ON THE MIDSUMMER'S NIGHT ON WHICH WE REJOIN him, some residual instinct of self-preservation had goaded him into fulfilling an engagement to dine, as he had not done for many weeks. In any ordinary sense, the evening had proved disastrous: he had felt himself to be the object of universal and horrified concern, even repulsion, and could scarce summon so much as a phrase on his own account; his head had begun to ache from the moment of his arrival, and by the end was pounding as if a band of steel had been clamped around it. Nevertheless, the occasion had so heightened his awareness of his plight as to spur him to a desperate resolution: he would go directly home, enter his darkened gallery and destroy the picture, for no matter what torments might follow, they could not, surely, be worse than those that now assailed him.
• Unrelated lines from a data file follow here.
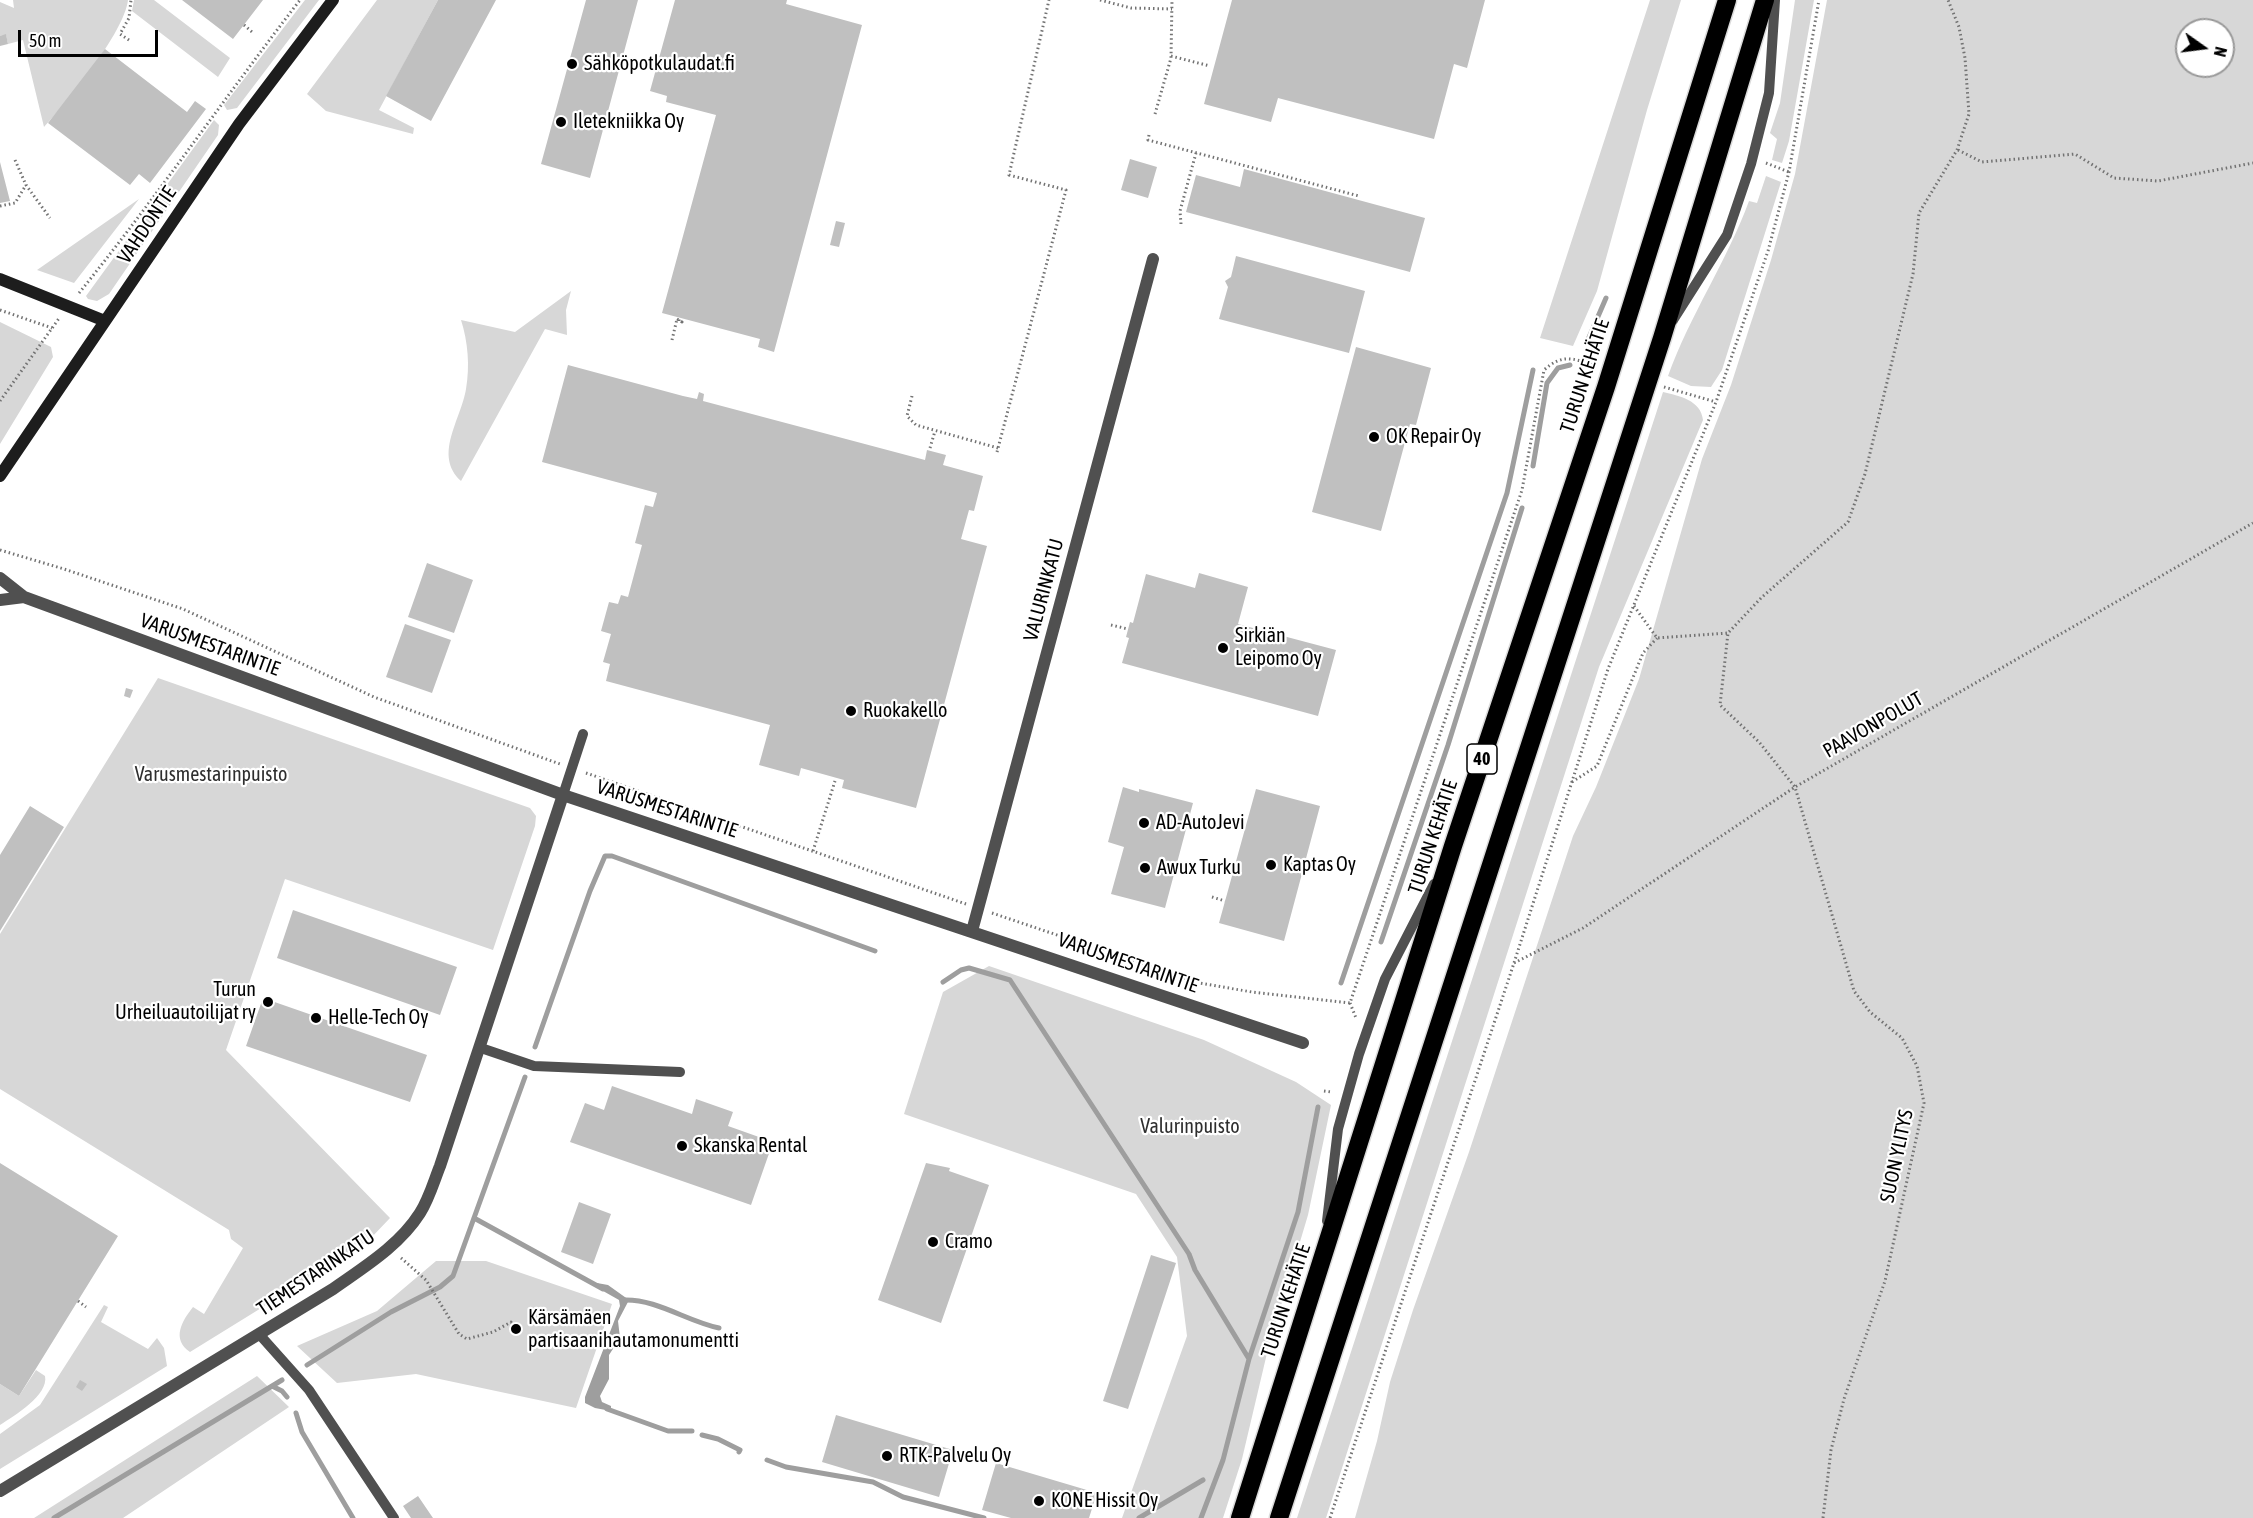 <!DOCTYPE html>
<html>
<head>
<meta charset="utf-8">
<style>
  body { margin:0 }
  #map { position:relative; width:2253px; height:1518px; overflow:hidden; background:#fff; font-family:"Asap Condensed",sans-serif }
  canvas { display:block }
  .north { position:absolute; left:2175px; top:18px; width:60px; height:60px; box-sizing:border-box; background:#fff; border:2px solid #999; border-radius:50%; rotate:104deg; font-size:16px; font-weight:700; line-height:24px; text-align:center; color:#000 }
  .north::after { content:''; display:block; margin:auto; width:21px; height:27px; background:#000; clip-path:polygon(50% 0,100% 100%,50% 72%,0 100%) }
  .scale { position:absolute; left:18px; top:30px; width:140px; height:27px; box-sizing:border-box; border:3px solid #000; border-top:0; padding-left:8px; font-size:18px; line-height:21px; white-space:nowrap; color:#000; -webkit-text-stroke:4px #fff; paint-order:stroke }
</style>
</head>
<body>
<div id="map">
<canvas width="2253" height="1518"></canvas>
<div class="north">N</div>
<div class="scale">50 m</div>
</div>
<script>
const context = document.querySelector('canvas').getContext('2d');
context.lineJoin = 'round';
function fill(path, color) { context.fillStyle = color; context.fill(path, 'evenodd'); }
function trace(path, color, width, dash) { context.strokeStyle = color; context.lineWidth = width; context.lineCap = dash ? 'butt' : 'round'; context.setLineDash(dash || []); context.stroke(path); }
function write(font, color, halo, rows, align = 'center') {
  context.font = font + ' "Asap Condensed",sans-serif'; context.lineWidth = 4.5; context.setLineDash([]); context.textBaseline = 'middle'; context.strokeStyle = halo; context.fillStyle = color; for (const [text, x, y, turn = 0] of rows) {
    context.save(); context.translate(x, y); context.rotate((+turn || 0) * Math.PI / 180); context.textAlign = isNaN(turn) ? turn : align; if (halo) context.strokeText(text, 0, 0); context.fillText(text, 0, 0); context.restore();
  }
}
fill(new Path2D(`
  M13 0H128C124 33 68 101 44 127L23 40 8 44 6 35 0 36V2L14 8Z
  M134 0H154L230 58 218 77 132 11Z
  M305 0H319L237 108 227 110 224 105Z
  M377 0H438L379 110 414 128 413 134 326 111 307 94Z
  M1650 0H1681L1647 110 1597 291 1573 346 1540 338Z
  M1795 0H1814L1789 141 1782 163 1772 160 1777 139 1770 133 1780 103Z
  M1827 0H2253V1518H1355L1377 1441 1390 1382 1413 1310 1469 1152 1573 836 1596 787 1639 679 1702 459 1731 385 1771 260 1795 174ZM2187 30H2223V66H2187Z
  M214 120 219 125 218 135 109 294 97 301 88 299 86 296Z
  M1766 176 1781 182 1722 370 1711 387 1691 386 1668 376C1690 315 1727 261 1749 201L1757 203Z
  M139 199 74 283 37 270Z
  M571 291 566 310 567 335 545 329 461 481C433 455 461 420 466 389 470 366 468 342 461 320L515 332Z
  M0 322 51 347 53 357 0 444Z
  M1663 392C1679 396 1701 400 1703 420L1599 667 1326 1518H1297Z
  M158 678 530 808 536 816 535 826 493 950 285 879 226 1050 390 1218 370 1239 347 1255 190 1352C171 1339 182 1321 193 1307L204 1314 243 1248 231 1239 229 1230 0 1089V934Z
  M989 966 1204 1040 1296 1082 1331 1105 1308 1215 1268 1349 1242 1459 1223 1518H1122L1187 1336 1177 1257 1136 1194 904 1114 943 992Z
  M436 1261H486L612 1304 576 1408 416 1374 337 1383 297 1346 377 1311Z
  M104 1305 108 1307 101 1322 148 1349 157 1338 164 1348 167 1366 0 1469V1434L40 1405Z
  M36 1370 45 1376C49 1395 14 1416 0 1425V1384L19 1396Z
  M257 1376 289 1407 123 1518H34Z`), '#d7d7d7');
fill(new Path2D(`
  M597 1283 608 1285 629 1300 618 1321 620 1338 609 1355V1379L600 1396 602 1402 611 1406V1411L595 1408 585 1403V1397L620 1306 619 1300 596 1287Z`), '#9e9e9e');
trace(new Path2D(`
  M1587 342 1606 298
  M1533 466 1547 383 1558 368 1570 365
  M1381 942 1448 745 1522 508
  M943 982 961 970 969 968 1010 980 1189 1254 1195 1270 1249 1359 1298 1212 1318 1107
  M1341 983 1507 493 1533 370
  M535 1047 590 891 605 856H612L875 951
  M474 1218 603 1289
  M624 1300C657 1299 686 1321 719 1328
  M307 1365 391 1312 440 1287 453 1276 525 1077
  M274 1387 282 1391 287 1397
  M607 1409 668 1431H692
  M296 1413 302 1432 353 1518
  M702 1435 718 1439 740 1450 739 1452
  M767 1460 786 1467 873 1482 903 1497 984 1518
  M54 1518 282 1380
  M1139 1518 1203 1480
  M1201 1518 1223 1460 1249 1359`), '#9e9e9e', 5);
fill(new Path2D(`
  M182 0H263L233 39Z
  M438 0H496L431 121 386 96Z
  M586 0H638L590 178 541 164Z
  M675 0H787L786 4 862 25 774 352 758 347 760 339 662 313 716 115 666 102 667 96 650 91Z
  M1232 0H1485L1467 68 1454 64 1434 139 1278 98 1271 122 1204 104Z
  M6 34 8 44 0 46V36Z
  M105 49 187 112 195 101 206 109 150 183 139 174 130 185 48 123Z
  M1130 159 1157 167 1148 198 1121 190Z
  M0 162 10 201 0 203Z
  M1244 169 1425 218 1410 272 1186 212 1196 175 1240 187Z
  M836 221 845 223 839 247 830 245Z
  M1236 256 1365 291 1349 353 1219 319 1228 287 1225 281 1231 277Z
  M1356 347 1431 368 1416 425 1410 424 1381 531 1312 512Z
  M568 365 683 396 697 399 699 392 704 394 703 401 925 460 927 450 946 455 943 465 983 476 974 511 969 510 961 539 987 546 916 808 842 788 844 780 801 768 799 776 759 765 770 725 606 681 610 664 603 662 611 634 601 631 609 602 618 604 621 595 628 597 642 545 635 543 645 505 653 507 657 493 542 462Z
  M427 563 473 580 454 633 408 617Z
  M1199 573 1248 587 1238 624 1336 650 1318 716 1122 663 1129 638 1126 637 1130 622 1133 623 1146 574 1195 588Z
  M405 624 451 640 432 693 386 677Z
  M126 688 133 690 130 698 124 696Z
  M1123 787 1139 792V789L1193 803 1165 908 1111 894 1124 847 1108 842Z
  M1256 789 1320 806 1284 941 1219 923Z
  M30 806 64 827 0 931V855Z
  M293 910 457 967 440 1015 277 958Z
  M263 998 427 1055 410 1102 246 1046Z
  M612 1086 692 1114 696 1099 733 1112 728 1126 773 1142 751 1205 570 1142 585 1103 604 1110Z
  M0 1163 118 1236 19 1396 0 1384Z
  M926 1163 950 1168 949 1171 989 1185 941 1323 878 1300Z
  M579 1202 611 1214 593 1264 561 1252Z
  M1151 1255 1176 1263 1128 1409 1103 1401Z
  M80 1380 87 1384 82 1391 76 1387Z
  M836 1415 953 1450 939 1497 822 1462Z
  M996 1463 1097 1493 1089 1518H1011L982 1510Z
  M418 1496 433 1518H411L403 1506Z`), '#c0c0c0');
const highway = new Path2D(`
  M1240 1518 1453 846 1606 387 1727 0
  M1279 1518 1662 338 1765 0`);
trace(highway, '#dbdbdb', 21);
trace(new Path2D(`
  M1100 0 1131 8 1172 9
  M244 25 252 32
  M129 40 120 34 129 18 131 0
  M1171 56 1210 66
  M1155 114 1171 58 1172 0
  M1149 135 1148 140 1359 196
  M1958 150 1982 162 2075 154 2114 178 2158 181 2253 163
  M15 160 26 185 50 218
  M1766 163 1789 172
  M0 206 15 203 26 185
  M1181 224 1180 211 1196 153
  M79 293C156 198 225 97 300 0
  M0 310 52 328
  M677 319 682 322 679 321
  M672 340 677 319
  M1664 387 1716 402
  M912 396 907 416 916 425 998 448
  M0 401 60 317
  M930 448 935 431
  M997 452 1066 190 1009 175 1049 0
  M0 550 64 569 183 609 374 697 560 764
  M1634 606 1657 638 1728 633
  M1111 625 1128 629
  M586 773 966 904
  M1572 782 1597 766 1643 653 1657 638
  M813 851 835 781
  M1212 897 1225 901
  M992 913 1199 983 1252 992 1350 1003 1522 490 1544 370C1562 354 1572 358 1593 365
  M1514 963 1583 928 1795 787 2253 523
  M1350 1003 1356 1018
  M1324 1091 1331 1092
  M401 1258 426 1280 459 1334 467 1339 493 1332 511 1322 516 1329
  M78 1301 86 1307
  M1330 1518 1514 963 1608 669 1716 402 1768 251 1789 172 1819 0
  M1823 1518 1831 1450 1844 1399 1885 1281 1924 1103 1917 1066 1902 1038 1870 1012 1854 991 1795 787 1759 742 1720 705 1728 633 1762 597 1848 522 1865 474 1913 274 1919 213 1957 150 1969 114 1965 58 1959 27 1948 0`), '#727272', 3, [1.5, 3]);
trace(new Path2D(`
  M1673 320 1727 235 1751 164 1769 93 1775 0
  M563 795 583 734
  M481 1048 534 1066 680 1072
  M1327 1221 1338 1129 1359 1054 1385 979 1434 884
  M259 1334 309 1390 394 1518`), '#505050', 10);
trace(new Path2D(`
  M0 578 24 597 563 795 1303 1043
  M0 600 24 597
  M972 931 1153 259
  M0 1491 333 1289C364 1267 399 1246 420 1213 429 1199 434 1181 440 1166L563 795`), '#505050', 12);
trace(new Path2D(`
  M0 279 105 321
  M0 476 239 124 333 0`), '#1d1d1d', 12);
trace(highway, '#000', 18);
trace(new Path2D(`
  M679 321V318`), '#727272', 3, [1.5, 3]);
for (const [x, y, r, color] of [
  [572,64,6,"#000"],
  [561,122,6,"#000"],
  [1374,437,6,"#000"],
  [1223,648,6,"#000"],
  [851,711,6,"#000"],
  [1144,823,6,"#000"],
  [1271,865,6,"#000"],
  [1145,868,6,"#000"],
  [268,1002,6,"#000"],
  [316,1018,6,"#000"],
  [682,1146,6,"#000"],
  [933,1242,6,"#000"],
  [516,1329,6,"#000"],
  [887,1456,6,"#000"],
  [1039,1501,6,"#000"]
]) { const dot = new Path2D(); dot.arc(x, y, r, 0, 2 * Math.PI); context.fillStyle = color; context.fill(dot); trace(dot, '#fff', 2); }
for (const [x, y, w] of [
  [1482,759,30]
]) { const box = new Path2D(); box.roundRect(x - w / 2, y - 15, w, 30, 4.5); context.fillStyle = '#fff'; context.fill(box); trace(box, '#000', 1.5); }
write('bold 18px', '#000', null, [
  ["40",1482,759]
]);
write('20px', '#000', '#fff', [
  ["Sähköpotkulaudat.fi",584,64],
  ["Iletekniikka Oy",573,122],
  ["OK Repair Oy",1386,437],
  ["Sirkiän",1235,636],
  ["Leipomo Oy",1235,659],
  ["Ruokakello",863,711],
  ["AD-AutoJevi",1156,823],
  ["Kaptas Oy",1283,865],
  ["Awux Turku",1157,868],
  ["Turun",256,990,"right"],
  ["Urheiluautoilijat ry",256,1013,"right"],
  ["Helle-Tech Oy",328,1018],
  ["Skanska Rental",694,1146],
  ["Cramo",945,1242],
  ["Kärsämäen",528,1318],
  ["partisaanihautamonumentti",528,1341],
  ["RTK-Palvelu Oy",899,1456],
  ["KONE Hissit Oy",1051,1501]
], 'left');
write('20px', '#000', '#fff', [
  ["VAHDONTIE",147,225,-56],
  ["TURUN KEHÄTIE",1585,376,-72],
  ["VALURINKATU",1044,590,-75],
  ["VARUSMESTARINTIE",210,645,20],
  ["PAAVONPOLUT",1873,725,-30],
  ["VARUSMESTARINTIE",667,809,18],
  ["TURUN KEHÄTIE",1433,837,-72],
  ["VARUSMESTARINTIE",1128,963,19],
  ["SUON YLITYS",1897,1156,-78],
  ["TIEMESTARINKATU",316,1273,-34],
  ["TURUN KEHÄTIE",1286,1301,-72]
]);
write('20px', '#2e2e2e', '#fff', [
  ["Varusmestarinpuisto",211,775],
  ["Valurinpuisto",1190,1127]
]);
</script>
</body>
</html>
He had intended to take a cab, but the prospect of confinement proved intolerable to him, and so he set off on foot. The night was at first overcast, but as he turned into Royal Hospital Road the moon broke through the clouds, and by the time he reached the Embankment it was shining full upon the tranquil surface of the river. His headache had not so much diminished as changed character, as though the steel band clamped about his temples had been drawn into a red-hot wire, strung through a point just above his right eye and tautened until the inside of his head rang with a high, shrilling note. As he reached his front door, it rose to an intolerable pitch. Seizing an antique dagger from a rack in the entrance hall, he stumbled towards his gallery and, shielding his eyes with one upraised arm, pushed open the great double doors.

He had imagined that the gallery would be entirely dark, but beneath the shielding arm he could see moonlight gleaming on the marble floor. His knees trembled as he approached the dais set before the painting; knowing that one glimpse of Seraphina would be his undoing, yet more appalled with every step by the enormity of what he was about to do. No, he could not; one last glimpse he must have; he lowered his arm.

By moonlight, the conviction that he gazed upon a living woman was more instantly compelling than ever. He saw the slight rise and fall of her breast, the subtle change in her expression as she caught sight of him; he knew her outstretched arms were opening to embrace him. The waters parted at her waist; the dagger slid from his hand and clattered upon the marble floor; he stepped forward. As he did so the moon passed behind a cloud, or so it seemed to him; at any rate the light momentarily failed. Something caught his foot; he fell; scrambling on all fours, he threw himself, as he prayed, towards her. But yes, at last, he was through; the miracle had happened; there she was arising like Venus from the water, with no intervening frame between them, though further off than he could have imagined from the other side. Unable to take his eyes from her, he missed his footing and plunged down a rocky slope. No matter; she was still there, closer now; he could see moonlight rippling on the water all around her. The shrilling in his head had softened into a high, sweet note, like that of a violin perfectly sustained, exquisitely drawn out. Her smile had never been more entrancing. Ascending to the very peak of passion, he reached the edge of the pool and leapt, unhesitating, into her embrace. But what was this choking taste of mud, and why could he not breathe? He tried to ask her to release his arms, but cold black water filled his lungs, and drew him down into the waiting dark.

***

AT THE INQUEST, A CABMAN TOLD THE CORONER THAT he had seen a gentleman racing, hatless, across Battersea Bridge, from which, about half-way over, he had vaulted into the river. The tide was running strongly, and by the time the witness had reached the edge of the embankment, there w^s nothing to be seen. The body was washed ashore several hundred yards downstream, entangled in a piece of netting. In deference to Lord Edmund's high position in society, the jury, despite some contrary evidence, accepted the argument that his lordship might have been deceived by moonlight into thinking he had seen some person in need of rescue, and returned a verdict of accidental death.